Rep: mmhmm, just because I went just one age bracket up, but even in July it's $743.00, for a healthy male, $3500 deductible, PPO share.
A: Um, well --
Rep: But you're no longer grandfathered or I would no longer be grandfathered. I'm going into a plan after March 23rd, subject to being in the swimming pool or the pool with other people that are insured that have pre-existing health conditions, that were higher risk in the underwriting before March 23rd, but now after March 23rd, they're not subject to the same underwriting critiquing, because you're going from a plan that was with ABC Anthem Blue Cross and you, and just jumping into a plan that is overseen and imposed by the federal government and on every single state in the union, on every single department of insurance in every single state.
They're regulating, and making sure that every single insurance company that writes insurance in a state must comply with the federal health care reform bill, and that's being phased in. A big portion of it's going to be in January.
Got that? This Anthem rep is telling the customer (who happens to be more savvy than the average customer) that because she has opted out of the grandfathered (less beneficial) plan, the plan isn't overseen by the state but is subject to that bad, mean federal government.
Only, he's wrong. Every contract for health insurance post-Affordable Care Act must be reviewed and approved by state Insurance Departments and part of their review will be to ensure that the provisions of the Act are included. There is no higher-level federal review. We wish such a thing existed, but part of the plan was always to leave the reviews and approvals to the states rather than putting it in the hands of the federal government.

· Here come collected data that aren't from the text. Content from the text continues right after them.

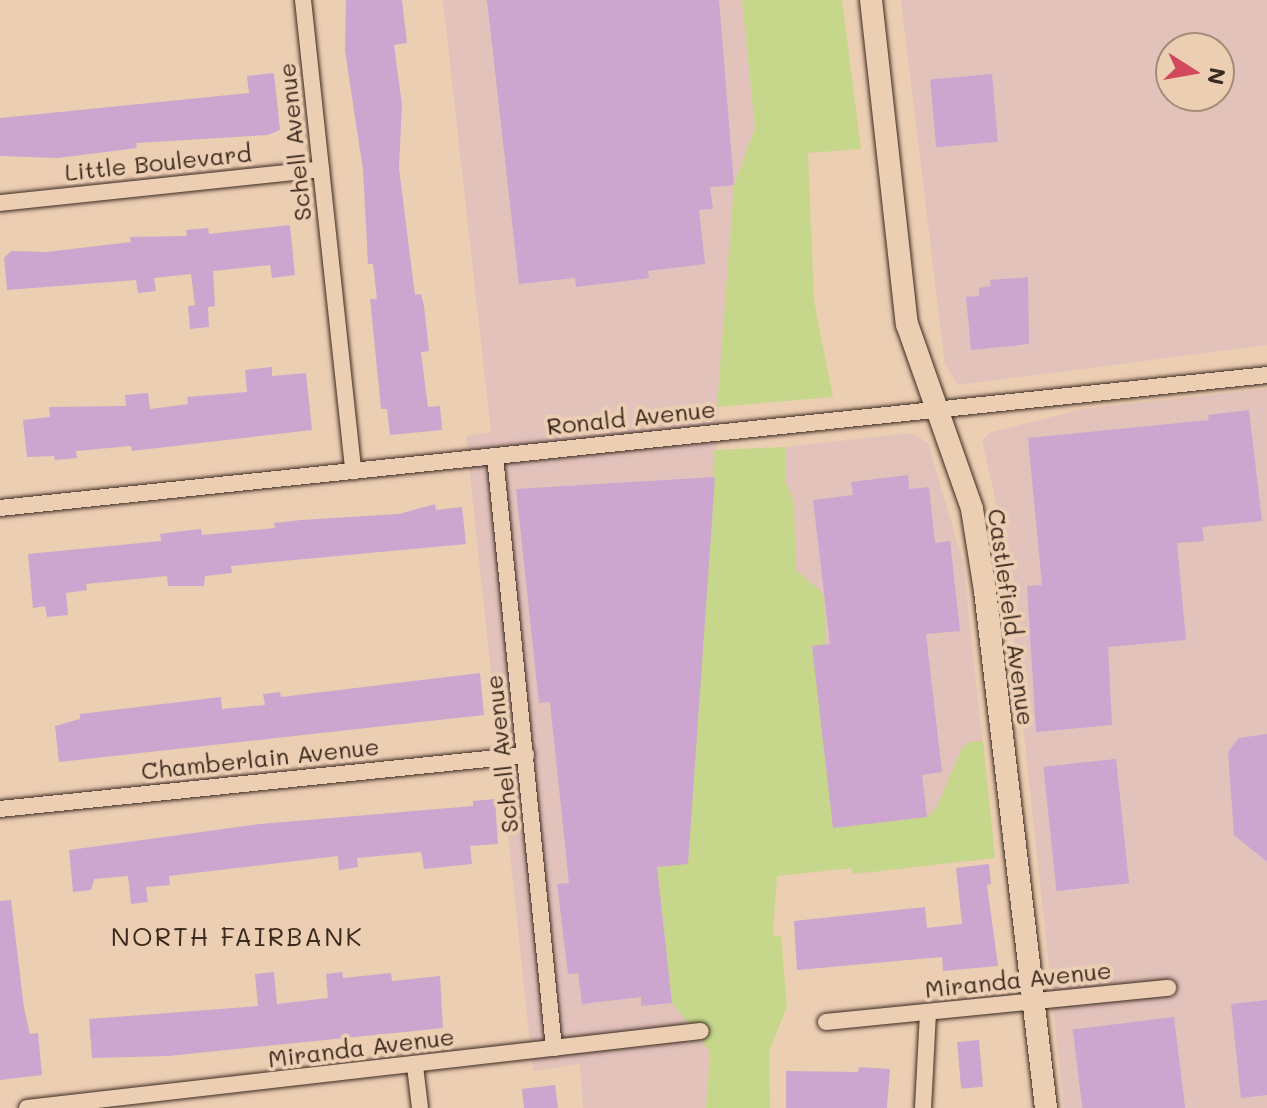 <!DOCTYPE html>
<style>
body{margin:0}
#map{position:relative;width:1267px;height:1108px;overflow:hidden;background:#ecceb3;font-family:Mali,sans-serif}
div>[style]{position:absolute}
.built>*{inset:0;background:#e2c2bb}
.green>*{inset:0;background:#c6d68b}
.building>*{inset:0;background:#cca6ce;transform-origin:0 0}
.roads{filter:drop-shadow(0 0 2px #3b2a1e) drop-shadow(0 0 2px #3b2a1e)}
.street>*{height:16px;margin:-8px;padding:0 8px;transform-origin:8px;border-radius:8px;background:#ecceb3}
.secondary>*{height:22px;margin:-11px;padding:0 11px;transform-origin:11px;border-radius:11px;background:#ecceb3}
span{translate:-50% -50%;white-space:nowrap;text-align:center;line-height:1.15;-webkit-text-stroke:8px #ecceb3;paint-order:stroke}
.street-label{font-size:24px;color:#3b2a1e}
.neighbourhood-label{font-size:26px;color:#3b2a1e;letter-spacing:2px}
.north{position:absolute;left:1155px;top:32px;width:80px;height:80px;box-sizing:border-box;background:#ecceb3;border:2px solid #a58c77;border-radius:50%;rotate:101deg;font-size:22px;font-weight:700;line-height:32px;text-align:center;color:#3b2a1e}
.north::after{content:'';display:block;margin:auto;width:28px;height:36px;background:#d1495b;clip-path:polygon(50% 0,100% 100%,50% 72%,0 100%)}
</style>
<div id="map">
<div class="built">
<i style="clip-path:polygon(443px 0,742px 0,755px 128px,734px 185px,688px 864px,658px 867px,672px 1003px,710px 1051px,706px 1108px,583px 1108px,580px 1064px,533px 1071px,466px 436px,491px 432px)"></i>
<i style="clip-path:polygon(evenodd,901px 0,1267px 0,1267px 345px,958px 385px,945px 365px,901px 0,1171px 48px,1219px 48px,1219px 96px,1171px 96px,1171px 48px)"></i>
<i style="clip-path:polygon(1267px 389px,1267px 1108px,1064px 1108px,1002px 529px,982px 440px,991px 432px,1083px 409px)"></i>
<i style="clip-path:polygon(912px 433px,928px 443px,963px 562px,995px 858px,853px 874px,851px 868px,776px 876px,785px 447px)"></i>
</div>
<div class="green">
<i style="clip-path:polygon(742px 0,842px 0,861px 149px,808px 153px,814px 301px,833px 397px,717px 407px,734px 185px,755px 128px)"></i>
<i style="clip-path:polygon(785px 447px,785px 479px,794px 502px,796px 570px,824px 594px,833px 828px,927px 817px,937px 807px,961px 750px,969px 742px,983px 741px,995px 858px,853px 874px,851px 868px,777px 876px,773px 935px,781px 936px,787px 1007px,769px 1051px,770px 1108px,706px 1108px,710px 1052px,672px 1003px,657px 867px,688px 864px,714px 450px)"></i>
</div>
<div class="building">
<i style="clip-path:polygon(346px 0,402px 0,407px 43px,394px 45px,402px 105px,399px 168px,415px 295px,421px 294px,424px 306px,429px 351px,421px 352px,428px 407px,440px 406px,442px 430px,390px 435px,387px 409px,381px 409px,370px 299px,377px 299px,373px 264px,368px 264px,363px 170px,345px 51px)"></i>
<i style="clip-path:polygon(487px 0,719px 0,734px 185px,710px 187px,713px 209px,699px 210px,705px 264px,648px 271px,649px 278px,576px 287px,575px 278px,519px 284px)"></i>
<i style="clip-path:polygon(274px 73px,280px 130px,268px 135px,136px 143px,137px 148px,58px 158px,0 156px,0 118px,249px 93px,247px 76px)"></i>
<i style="left:992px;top:74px;width:68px;height:62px;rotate:85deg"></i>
<i style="clip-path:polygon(290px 225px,295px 275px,272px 278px,270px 265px,213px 271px,215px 306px,208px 307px,209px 327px,190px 329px,188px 306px,195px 305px,191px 274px,154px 278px,156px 291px,138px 293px,136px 280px,7px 290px,4px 258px,11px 251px,46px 252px,131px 242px,130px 237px,187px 236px,186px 230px,208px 228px,209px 234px)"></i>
<i style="clip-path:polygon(1028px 277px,1029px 344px,971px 350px,966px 297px,979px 296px,979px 288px,991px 286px,990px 280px)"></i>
<i style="clip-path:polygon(272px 367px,272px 376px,306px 373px,312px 430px,132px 451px,131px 446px,76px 451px,77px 458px,55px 460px,54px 456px,27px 457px,23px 420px,50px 417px,49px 407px,126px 406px,125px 395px,148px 393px,150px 409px,188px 404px,187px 397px,247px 392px,245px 370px)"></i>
<i style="clip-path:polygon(1249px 410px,1262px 521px,1202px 527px,1204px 541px,1177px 543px,1186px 640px,1108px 647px,1112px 725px,1036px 732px,1027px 586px,1042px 585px,1028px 438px,1209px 420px,1208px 415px)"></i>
<i style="clip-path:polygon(908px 475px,909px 489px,929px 487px,935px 543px,950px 541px,960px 631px,926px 634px,942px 772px,922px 775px,927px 817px,833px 828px,812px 646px,830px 644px,813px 500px,853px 495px,851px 482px)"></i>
<i style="clip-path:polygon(715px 477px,688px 864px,657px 867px,672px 1003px,641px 1006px,641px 997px,582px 1004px,578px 973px,568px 974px,557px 884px,569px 883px,550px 702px,539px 703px,516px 489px)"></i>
<i style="clip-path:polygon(435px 504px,436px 510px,462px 507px,466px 544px,231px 566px,232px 573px,205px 576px,204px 586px,168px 586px,167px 576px,86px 584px,87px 590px,66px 593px,68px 615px,47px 617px,45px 606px,33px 608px,28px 554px,161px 541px,160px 534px,182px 531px,201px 529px,202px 535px,275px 528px,274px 523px,301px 520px,399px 514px)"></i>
<i style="clip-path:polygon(480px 673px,484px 715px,59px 762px,55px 726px,80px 719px,80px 714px,221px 697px,222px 709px,265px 705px,263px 694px,280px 692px,281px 697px)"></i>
<i style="clip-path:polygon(1267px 734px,1267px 862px,1234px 835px,1228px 752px,1239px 738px)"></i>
<i style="left:1116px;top:759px;width:125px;height:73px;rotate:84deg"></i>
<i style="clip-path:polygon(495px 799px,498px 844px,470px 846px,472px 864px,424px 869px,421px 852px,357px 858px,358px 867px,339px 870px,338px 856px,169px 876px,170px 885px,146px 887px,148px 902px,131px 904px,128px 876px,94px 879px,91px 890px,73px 892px,69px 850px,260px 824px,473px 806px,473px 801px)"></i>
<i style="clip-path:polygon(989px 864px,991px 884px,987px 885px,998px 966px,943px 971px,942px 957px,797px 970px,794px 921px,925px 907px,927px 928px,962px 924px,956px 868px)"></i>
<i style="clip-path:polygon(11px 900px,24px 1008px,30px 1034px,38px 1033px,42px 1075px,0 1080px,0 901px)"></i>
<i style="clip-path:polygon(274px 972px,277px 1004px,328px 998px,326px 974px,342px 972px,343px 978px,391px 973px,392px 981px,440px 976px,443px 1028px,168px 1056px,92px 1058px,89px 1019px,258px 1006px,255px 974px)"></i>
<i style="clip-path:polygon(1267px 1000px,1267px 1095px,1241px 1098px,1231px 1004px)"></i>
<i style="left:1174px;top:1017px;width:92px;height:102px;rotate:83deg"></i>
<i style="left:979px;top:1040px;width:47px;height:22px;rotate:85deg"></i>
<i style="clip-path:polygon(859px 1067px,890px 1069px,887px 1108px,786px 1108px,786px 1071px,858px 1072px)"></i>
<i style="clip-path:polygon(555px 1085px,558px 1108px,524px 1108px,522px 1089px)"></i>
</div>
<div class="roads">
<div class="street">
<i style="left:303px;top:0;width:474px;rotate:83.9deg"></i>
<i style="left:0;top:203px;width:323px;rotate:-6deg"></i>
<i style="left:495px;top:456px;width:595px;rotate:84.31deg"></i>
<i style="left:0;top:508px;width:1274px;rotate:-5.99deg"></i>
<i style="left:0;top:809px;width:529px;rotate:-5.86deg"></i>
<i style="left:826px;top:1022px;width:344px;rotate:-5.7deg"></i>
<i style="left:415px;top:1066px;width:42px;rotate:83.2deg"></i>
<i style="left:27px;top:1108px;width:678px;rotate:-6.52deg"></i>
<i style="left:923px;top:1108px;width:96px;rotate:-87deg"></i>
</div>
<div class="secondary">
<i style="left:871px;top:0;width:326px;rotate:83.7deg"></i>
<i style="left:907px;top:324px;width:196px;rotate:70.6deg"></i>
<i style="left:972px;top:509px;width:83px;rotate:81deg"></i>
<i style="left:985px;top:591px;width:521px;rotate:83.27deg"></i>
</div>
</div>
<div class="street-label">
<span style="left:294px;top:142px;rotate:-96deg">Schell Avenue</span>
<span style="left:158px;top:162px;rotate:-6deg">Little Boulevard</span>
<span style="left:631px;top:417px;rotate:-6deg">Ronald Avenue</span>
<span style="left:1012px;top:617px;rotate:82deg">Castlefield Avenue</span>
<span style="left:501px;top:754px;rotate:-96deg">Schell Avenue</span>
<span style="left:260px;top:758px;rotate:-6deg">Chamberlain Avenue</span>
<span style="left:1018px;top:979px;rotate:-6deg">Miranda Avenue</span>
<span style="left:361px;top:1047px;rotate:-7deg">Miranda Avenue</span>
</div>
<div class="neighbourhood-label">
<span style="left:237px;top:937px">NORTH FAIRBANK</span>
</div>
<div class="north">N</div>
</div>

This is a major, huge big deal. The White House and Sebelius should be all over this. Every Democrat running for office should be on a soapbox taking laser-like aim at what they are doing, because they are misrepresenting the impact of the changes made by health care reform, they are threatening customers with rate increases, and they are using pressure tactics to keep customers in plans that do not incorporate ACA provisions. Further, they are fomenting fear and confusion in order to support the right wing's promise to repeal the act entirely.
Make no mistake, this is a war, and it's a war over whether they can discriminate or not.